Cherry stuck out her hand and the doors slid back open.
“Got nowhere else to go,” admitted Valeriana. “Guess it wouldn’t hurt if I came along.”
4
Lucky’s latest and not-too-greatest apartment was a stuffy San Fernando Valley roach motel. There was practically zero airflow even with all the windows slid wide open. Lucky blamed the brand new mega-unit building across the alley. It was like a massive, five-hundred unit stucco and tile buffer that, no matter the direction of the wind, would reroute the molecules of air so that few ever found their way to breeze through Lucky’s second-floor windows. That was all the rationale Lucky needed to run the fan on his wall-mounted air-conditioning unit on even the coldest nights.

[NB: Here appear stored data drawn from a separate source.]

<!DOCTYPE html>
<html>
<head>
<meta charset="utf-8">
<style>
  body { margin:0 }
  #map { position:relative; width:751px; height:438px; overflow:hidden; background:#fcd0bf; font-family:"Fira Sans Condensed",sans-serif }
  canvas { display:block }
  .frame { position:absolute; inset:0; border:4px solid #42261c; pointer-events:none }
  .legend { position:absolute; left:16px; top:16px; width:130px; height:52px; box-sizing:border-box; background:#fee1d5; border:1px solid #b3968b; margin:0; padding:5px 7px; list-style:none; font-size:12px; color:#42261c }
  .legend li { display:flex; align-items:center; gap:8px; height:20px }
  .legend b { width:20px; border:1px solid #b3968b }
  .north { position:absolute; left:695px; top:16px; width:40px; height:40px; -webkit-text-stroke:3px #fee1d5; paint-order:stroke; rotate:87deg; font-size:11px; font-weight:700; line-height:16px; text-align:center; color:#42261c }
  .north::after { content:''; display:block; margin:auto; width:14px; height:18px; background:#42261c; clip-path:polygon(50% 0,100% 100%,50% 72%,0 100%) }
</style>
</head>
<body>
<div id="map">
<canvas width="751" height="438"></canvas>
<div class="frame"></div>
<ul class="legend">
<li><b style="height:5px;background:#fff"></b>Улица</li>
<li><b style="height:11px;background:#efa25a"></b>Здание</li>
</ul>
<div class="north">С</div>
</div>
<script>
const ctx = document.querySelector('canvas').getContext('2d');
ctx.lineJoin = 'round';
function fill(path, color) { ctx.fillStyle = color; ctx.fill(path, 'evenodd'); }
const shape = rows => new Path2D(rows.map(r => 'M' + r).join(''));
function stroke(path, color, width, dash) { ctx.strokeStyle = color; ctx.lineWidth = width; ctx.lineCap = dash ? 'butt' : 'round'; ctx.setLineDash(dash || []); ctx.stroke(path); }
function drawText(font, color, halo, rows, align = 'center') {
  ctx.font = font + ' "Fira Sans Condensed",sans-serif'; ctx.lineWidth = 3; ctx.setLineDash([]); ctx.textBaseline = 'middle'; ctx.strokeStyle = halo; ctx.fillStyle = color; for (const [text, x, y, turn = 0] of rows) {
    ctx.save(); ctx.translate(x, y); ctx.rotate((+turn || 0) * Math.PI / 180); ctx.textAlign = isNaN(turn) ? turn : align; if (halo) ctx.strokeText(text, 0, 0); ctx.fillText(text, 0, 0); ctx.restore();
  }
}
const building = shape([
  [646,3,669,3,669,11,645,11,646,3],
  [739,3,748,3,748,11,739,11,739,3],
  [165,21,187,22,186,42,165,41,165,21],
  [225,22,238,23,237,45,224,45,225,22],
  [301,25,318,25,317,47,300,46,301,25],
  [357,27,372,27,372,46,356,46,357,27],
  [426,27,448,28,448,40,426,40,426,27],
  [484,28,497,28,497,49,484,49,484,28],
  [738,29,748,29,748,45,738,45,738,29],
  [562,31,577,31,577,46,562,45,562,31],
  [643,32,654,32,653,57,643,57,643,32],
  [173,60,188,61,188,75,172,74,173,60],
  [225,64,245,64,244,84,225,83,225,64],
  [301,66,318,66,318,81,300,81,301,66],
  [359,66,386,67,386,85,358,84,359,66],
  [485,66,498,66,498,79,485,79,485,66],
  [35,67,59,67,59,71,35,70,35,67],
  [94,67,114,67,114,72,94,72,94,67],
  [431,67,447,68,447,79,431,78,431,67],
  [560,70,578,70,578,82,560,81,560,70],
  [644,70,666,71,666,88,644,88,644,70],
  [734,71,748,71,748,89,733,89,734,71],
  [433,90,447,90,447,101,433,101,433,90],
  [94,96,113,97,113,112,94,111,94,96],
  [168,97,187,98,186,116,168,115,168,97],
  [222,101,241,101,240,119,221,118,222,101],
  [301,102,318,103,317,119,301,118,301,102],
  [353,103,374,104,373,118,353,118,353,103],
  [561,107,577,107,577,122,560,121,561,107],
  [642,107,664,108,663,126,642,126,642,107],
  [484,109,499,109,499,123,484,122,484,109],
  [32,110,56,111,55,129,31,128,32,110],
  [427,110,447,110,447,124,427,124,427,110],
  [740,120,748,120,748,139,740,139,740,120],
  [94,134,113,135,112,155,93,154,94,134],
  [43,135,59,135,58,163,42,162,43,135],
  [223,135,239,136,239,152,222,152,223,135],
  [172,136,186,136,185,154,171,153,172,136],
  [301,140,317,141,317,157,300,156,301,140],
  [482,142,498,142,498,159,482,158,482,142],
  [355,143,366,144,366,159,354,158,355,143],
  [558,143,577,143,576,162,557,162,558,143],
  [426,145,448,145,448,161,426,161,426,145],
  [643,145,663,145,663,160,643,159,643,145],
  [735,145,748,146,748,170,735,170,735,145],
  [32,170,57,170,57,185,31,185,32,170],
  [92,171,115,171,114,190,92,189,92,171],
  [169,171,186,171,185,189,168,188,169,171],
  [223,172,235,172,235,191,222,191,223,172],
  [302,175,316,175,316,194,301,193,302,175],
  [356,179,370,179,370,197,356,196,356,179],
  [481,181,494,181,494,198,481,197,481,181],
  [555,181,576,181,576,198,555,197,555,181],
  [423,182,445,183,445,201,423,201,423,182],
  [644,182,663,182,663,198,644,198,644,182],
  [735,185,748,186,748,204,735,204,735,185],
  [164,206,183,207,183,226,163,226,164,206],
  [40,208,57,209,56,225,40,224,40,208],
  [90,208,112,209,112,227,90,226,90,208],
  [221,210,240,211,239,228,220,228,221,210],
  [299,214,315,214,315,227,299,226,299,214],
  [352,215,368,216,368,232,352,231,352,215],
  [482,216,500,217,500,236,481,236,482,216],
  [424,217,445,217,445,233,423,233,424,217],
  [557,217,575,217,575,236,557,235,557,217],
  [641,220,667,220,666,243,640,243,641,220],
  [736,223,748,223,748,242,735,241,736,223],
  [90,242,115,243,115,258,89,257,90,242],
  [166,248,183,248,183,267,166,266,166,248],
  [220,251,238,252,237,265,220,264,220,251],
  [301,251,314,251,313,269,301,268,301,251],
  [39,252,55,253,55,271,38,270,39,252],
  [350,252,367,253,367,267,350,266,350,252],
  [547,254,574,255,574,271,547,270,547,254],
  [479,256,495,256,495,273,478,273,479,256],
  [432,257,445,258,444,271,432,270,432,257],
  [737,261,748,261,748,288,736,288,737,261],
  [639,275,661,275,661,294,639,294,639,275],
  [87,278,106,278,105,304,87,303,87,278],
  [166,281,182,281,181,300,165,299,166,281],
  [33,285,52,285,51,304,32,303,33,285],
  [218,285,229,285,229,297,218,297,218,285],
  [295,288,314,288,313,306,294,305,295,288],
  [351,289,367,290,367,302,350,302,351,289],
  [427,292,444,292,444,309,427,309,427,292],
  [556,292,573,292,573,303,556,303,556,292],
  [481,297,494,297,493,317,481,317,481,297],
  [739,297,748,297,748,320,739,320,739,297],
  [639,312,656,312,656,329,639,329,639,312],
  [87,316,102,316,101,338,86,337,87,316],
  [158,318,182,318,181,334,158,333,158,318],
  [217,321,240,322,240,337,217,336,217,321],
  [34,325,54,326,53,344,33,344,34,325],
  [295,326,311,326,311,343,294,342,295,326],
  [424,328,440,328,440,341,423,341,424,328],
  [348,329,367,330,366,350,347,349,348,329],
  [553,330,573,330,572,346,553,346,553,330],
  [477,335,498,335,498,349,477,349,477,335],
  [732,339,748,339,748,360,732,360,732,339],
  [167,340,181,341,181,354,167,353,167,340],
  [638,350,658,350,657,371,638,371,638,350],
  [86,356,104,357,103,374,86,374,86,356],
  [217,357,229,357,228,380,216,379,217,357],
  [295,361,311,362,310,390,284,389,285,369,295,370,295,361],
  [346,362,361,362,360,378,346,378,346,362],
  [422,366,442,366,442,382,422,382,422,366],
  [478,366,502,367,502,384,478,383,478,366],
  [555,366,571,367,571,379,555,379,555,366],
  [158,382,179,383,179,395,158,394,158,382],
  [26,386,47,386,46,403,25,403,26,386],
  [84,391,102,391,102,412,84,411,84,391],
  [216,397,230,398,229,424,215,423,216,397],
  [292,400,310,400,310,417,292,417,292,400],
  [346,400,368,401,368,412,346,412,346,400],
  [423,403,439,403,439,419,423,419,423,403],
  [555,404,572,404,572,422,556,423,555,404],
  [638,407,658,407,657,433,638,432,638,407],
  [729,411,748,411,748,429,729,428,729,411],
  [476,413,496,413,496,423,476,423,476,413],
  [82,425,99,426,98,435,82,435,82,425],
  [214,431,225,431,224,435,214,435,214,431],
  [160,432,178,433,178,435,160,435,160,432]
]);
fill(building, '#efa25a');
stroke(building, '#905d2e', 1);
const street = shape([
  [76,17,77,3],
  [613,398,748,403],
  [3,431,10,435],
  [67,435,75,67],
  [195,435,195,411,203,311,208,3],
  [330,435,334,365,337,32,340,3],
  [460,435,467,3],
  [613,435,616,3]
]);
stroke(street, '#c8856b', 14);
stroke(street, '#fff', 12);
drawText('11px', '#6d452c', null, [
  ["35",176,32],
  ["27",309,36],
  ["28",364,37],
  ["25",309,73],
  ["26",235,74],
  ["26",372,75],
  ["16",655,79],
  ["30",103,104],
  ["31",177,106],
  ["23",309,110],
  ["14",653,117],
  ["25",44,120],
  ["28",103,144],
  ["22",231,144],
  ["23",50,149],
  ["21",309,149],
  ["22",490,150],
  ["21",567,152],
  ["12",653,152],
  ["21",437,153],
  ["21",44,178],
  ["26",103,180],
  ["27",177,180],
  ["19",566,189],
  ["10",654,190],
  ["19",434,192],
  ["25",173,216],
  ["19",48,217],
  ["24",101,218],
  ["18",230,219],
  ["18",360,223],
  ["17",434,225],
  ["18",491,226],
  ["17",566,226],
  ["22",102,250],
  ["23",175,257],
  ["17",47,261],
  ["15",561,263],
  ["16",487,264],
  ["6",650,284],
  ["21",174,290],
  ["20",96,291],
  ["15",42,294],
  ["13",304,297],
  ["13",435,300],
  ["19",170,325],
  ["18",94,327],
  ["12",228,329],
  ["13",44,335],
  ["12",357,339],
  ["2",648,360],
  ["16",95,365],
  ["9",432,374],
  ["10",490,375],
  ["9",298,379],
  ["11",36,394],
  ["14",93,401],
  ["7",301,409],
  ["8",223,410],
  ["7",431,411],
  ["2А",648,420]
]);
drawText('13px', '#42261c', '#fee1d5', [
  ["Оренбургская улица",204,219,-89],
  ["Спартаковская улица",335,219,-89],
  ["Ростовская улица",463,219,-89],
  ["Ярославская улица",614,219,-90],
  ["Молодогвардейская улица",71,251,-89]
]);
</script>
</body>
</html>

Suffice it to say, Lucky liked to feel as if the air around him was on the move. Another reason why he pretty much always drove with his car windows partially cracked. And possibly one of the very few reasons Lucky missed the high-desert life he had made up in Ridgecrest; no matter the time or the day or the temperature, there had always been some kind of breeze to tickle the skin.
Tired of both the TV and trying to read himself to sleep from his dusty stack of overdue library books, the former Kern County deputy sheriff shut off the light and lay there in the dark in hopes his body would succumb to slumber.
Dammit, he thought to himself. Sleep used to be one of my best tricks.
It was after 2 A.M. when his phone rang. Lucky instinctively reached for his mobile device, only to discover that it was his actual hard line that was ringing. He couldn’t remember the last time he’d received a call over a wire or even why he had it installed upon moving into the cramped but furnished one-be
droom rental.
“Yeah, you got me,” griped Lucky into the phone after he’d found the cordless receiver plugged into the wall behind an unopened carton of his dead brother’s clothes.
“Lucky Dey?” breathed the voice on the other end. Though the voice didn’t ring as that familiar, the nearby sound of ice cubes tinkling in a crystal tumbler sparked a name.
“Conrad Ellis?” guessed Lucky.
“Hope I’m not waking you,” said Conrad. “It’s late for most people.”
It must have been a year since Lucky had spoken to the entertainment mogul. He recalled hearing of the man’s penchant for pacing about his Bel-Air mansion, running his business after midnight.
“I’m a cop,” Lucky tried to joke. “We only sleep on the job.”
“Do you really have a job?” asked Conrad.
“Cop job?” returned Lucky. “No. I’m kinda between gigs.”
And what a fuckin’ understatement, Luck.
Not long after Tony Dey’s untimely murder, Lucky had resigned his Kern County job and moved back to Los Angeles. But his reinstatement to the LA Sheriff’s Department was stuck in bureaucratic neutral. It also didn’t help that during those fateful three days when Lucky had tracked down his brother’s evil killer, he’d left the LAPD and LA County Sheriff’s in a pissing match over who would accept liability for all the damage Lucky was alleged to have left in the wake of the eventful chase.
“Still in touch with the lawyer I got you?” asked Conrad.
“He calls, I answer,” quipped Lucky. “And when he deposes, I try to show up.”
“Good man.”
“How are you doing?” asked Lucky.
“Dying slower than my old man,” said Conrad. “But that’s only cuz I drink better scotch than he did.”
I wonder what he’s up to? Half a fifth a day? The whole damn bottle?
Yet who could blame Conrad if he drank until his liver surrendered? While Lucky had lost his only brother to that bastard ex-Marine, Conrad had lost his daughter in the same fiery conflagration. His one and only child. Lucky couldn’t imagine that kind of pain. Yet then again, at thirty-six he felt so used up and empty he couldn’t comprehend anything filling the void. At least anything that wasn’t temporary or chemical.